◆ **Data to examine**:
Start of Block

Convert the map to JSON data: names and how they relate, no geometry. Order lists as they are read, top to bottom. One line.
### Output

End of Block
Start of Block

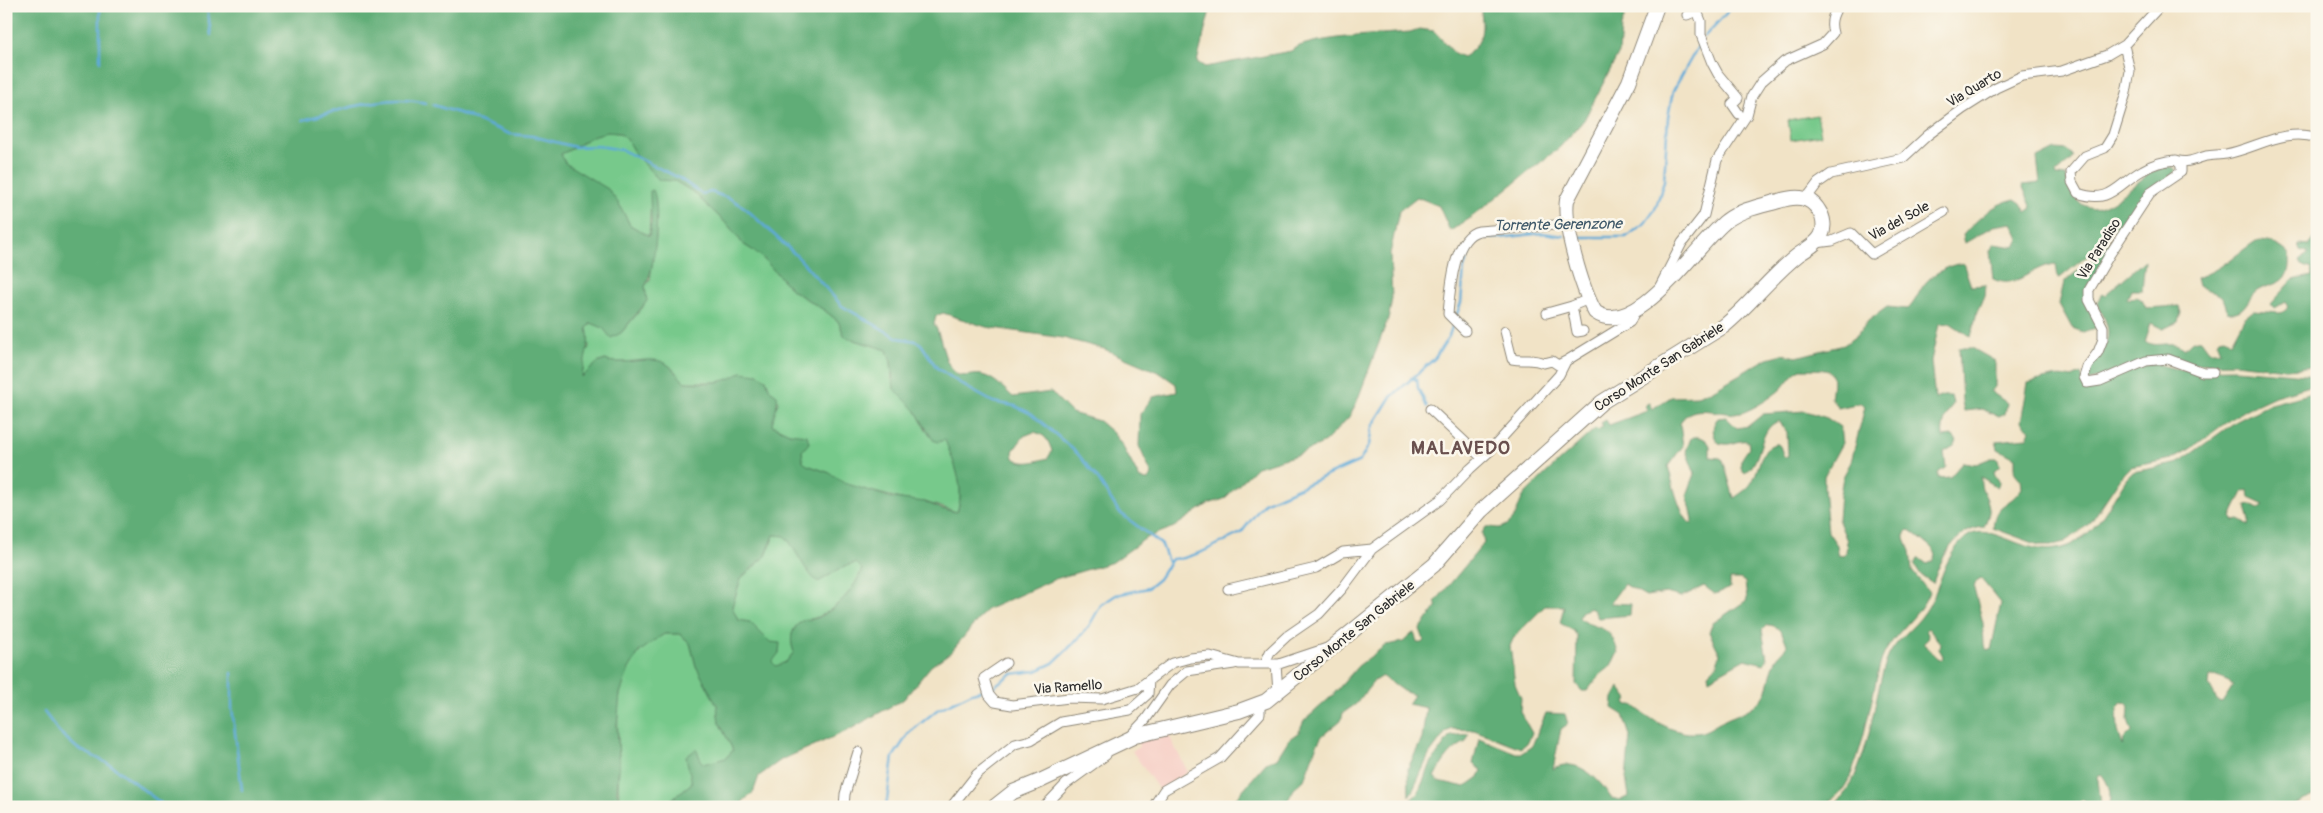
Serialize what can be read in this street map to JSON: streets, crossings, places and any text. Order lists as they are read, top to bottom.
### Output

End of Block

◆ **Aim of the exercise**: Filter the lines above, keeping each one that contains the string "they".

◆ **Answer to the exercise**:
Convert the map to JSON data: names and how they relate, no geometry. Order lists as they are read, top to bottom. One line.
Serialize what can be read in this street map to JSON: streets, crossings, places and any text. Order lists as they are read, top to bottom.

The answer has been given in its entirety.